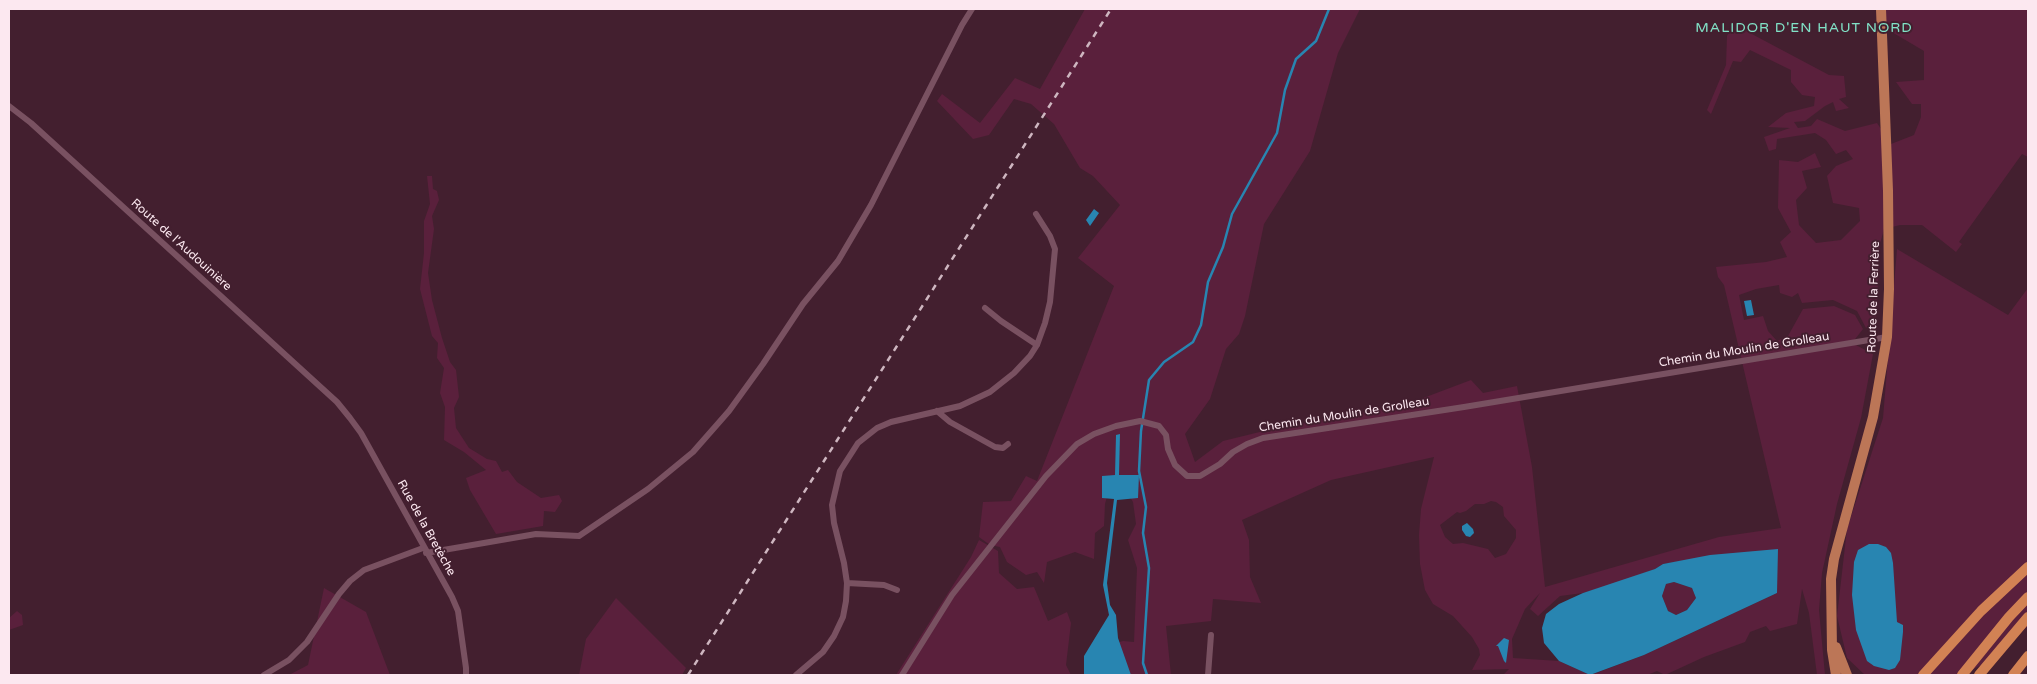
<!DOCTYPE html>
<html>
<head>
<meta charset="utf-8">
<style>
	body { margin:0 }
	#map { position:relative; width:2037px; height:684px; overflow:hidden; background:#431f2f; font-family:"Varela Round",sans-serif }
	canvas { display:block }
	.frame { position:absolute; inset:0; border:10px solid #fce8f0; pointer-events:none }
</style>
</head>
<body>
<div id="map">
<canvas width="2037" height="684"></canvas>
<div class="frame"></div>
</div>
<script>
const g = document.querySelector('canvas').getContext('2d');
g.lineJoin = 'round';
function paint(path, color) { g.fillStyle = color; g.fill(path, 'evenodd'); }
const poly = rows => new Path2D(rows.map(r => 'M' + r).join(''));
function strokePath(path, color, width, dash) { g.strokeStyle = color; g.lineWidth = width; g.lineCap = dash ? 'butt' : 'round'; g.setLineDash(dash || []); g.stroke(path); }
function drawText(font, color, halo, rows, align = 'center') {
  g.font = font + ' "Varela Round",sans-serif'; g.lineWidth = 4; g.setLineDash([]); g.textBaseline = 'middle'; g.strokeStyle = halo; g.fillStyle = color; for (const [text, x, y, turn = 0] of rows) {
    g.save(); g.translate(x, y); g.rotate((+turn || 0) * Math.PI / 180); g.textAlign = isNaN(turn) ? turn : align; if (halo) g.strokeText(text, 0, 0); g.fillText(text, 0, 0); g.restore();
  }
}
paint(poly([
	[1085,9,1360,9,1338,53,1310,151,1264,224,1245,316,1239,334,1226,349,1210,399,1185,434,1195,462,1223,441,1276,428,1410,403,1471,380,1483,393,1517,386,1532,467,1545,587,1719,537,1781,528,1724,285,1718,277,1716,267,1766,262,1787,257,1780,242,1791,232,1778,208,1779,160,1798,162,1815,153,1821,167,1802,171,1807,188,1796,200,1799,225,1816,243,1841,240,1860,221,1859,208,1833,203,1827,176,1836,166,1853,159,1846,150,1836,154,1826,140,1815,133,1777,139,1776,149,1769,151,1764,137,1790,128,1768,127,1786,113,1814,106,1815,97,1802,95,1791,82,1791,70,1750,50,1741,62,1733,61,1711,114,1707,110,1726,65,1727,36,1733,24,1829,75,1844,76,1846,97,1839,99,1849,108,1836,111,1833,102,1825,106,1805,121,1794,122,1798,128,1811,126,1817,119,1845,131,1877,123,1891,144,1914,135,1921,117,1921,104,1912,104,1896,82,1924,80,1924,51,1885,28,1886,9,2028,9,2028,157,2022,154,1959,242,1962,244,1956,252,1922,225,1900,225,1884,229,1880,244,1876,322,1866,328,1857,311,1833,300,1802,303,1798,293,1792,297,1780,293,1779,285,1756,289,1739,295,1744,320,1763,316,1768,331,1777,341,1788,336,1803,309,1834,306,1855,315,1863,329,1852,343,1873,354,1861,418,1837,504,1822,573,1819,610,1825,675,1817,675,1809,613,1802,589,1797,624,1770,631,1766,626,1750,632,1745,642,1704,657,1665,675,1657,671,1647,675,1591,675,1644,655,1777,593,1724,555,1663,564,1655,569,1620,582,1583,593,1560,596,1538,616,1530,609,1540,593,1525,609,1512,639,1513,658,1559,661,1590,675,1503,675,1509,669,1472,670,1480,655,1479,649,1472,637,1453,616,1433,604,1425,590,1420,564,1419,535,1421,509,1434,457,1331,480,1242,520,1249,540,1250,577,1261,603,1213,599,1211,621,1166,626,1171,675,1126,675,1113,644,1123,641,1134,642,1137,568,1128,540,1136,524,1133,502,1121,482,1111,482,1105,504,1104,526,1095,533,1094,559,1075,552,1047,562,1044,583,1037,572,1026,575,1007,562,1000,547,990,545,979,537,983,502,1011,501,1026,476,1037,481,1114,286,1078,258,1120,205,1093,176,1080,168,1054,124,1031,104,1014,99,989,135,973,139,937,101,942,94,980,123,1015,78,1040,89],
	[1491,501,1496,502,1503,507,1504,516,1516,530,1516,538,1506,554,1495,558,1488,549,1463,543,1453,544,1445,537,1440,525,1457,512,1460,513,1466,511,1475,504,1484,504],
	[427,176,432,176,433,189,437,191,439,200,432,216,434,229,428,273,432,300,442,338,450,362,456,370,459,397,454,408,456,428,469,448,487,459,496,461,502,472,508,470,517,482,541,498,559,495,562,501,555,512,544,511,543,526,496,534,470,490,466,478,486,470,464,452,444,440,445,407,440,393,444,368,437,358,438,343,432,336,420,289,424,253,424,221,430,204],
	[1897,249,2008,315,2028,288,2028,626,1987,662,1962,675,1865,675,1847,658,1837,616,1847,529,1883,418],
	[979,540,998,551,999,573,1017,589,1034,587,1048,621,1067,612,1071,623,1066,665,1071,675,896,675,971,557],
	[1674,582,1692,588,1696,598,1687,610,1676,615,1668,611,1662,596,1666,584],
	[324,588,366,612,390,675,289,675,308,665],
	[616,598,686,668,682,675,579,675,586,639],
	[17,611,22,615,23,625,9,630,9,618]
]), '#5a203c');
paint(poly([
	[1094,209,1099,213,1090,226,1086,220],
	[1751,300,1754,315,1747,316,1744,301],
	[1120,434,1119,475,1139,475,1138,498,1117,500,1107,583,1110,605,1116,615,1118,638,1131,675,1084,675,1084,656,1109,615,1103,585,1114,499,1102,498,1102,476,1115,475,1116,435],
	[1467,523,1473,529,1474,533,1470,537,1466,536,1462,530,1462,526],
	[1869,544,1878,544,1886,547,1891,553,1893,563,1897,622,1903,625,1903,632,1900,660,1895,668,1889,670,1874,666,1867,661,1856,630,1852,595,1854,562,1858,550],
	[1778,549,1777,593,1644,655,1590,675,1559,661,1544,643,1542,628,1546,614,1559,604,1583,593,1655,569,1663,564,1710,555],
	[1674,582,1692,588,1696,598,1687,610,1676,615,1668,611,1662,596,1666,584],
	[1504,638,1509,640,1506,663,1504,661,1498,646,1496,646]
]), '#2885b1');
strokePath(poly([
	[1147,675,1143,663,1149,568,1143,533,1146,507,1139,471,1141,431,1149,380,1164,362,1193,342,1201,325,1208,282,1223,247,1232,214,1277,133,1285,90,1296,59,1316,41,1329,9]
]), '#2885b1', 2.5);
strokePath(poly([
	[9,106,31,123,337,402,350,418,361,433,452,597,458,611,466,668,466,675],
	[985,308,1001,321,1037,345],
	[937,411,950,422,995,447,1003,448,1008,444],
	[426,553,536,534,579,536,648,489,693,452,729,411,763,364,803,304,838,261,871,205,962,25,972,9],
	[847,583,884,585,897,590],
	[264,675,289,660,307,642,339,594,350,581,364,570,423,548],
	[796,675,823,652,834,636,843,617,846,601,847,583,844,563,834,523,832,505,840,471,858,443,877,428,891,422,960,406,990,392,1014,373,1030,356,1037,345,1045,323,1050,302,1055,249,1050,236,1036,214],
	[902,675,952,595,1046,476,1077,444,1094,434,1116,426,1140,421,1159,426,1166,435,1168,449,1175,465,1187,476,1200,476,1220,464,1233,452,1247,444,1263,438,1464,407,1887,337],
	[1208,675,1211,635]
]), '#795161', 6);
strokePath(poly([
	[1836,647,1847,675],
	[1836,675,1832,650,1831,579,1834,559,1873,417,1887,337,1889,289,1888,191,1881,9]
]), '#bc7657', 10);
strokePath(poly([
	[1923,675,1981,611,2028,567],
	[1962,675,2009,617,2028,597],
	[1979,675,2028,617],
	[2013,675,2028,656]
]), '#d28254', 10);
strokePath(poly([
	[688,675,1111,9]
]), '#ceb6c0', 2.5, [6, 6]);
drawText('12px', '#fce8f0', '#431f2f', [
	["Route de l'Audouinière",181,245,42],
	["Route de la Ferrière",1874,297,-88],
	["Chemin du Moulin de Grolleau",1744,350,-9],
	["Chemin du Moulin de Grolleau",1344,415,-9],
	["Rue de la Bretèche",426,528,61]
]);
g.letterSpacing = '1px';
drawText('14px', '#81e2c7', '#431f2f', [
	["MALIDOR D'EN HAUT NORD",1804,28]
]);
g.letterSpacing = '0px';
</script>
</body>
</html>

::::::::::

**REQUIRED ACTION**
With "rows" as the string to match, show every line of the entries above that has it.

**SOLUTION FOR THIS PROBLEM**
const poly = rows => new Path2D(rows.map(r => 'M' + r).join(''));
function drawText(font, color, halo, rows, align = 'center') {
  g.font = font + ' "Varela Round",sans-serif'; g.lineWidth = 4; g.setLineDash([]); g.textBaseline = 'middle'; g.strokeStyle = halo; g.fillStyle = color; for (const [text, x, y, turn = 0] of rows) {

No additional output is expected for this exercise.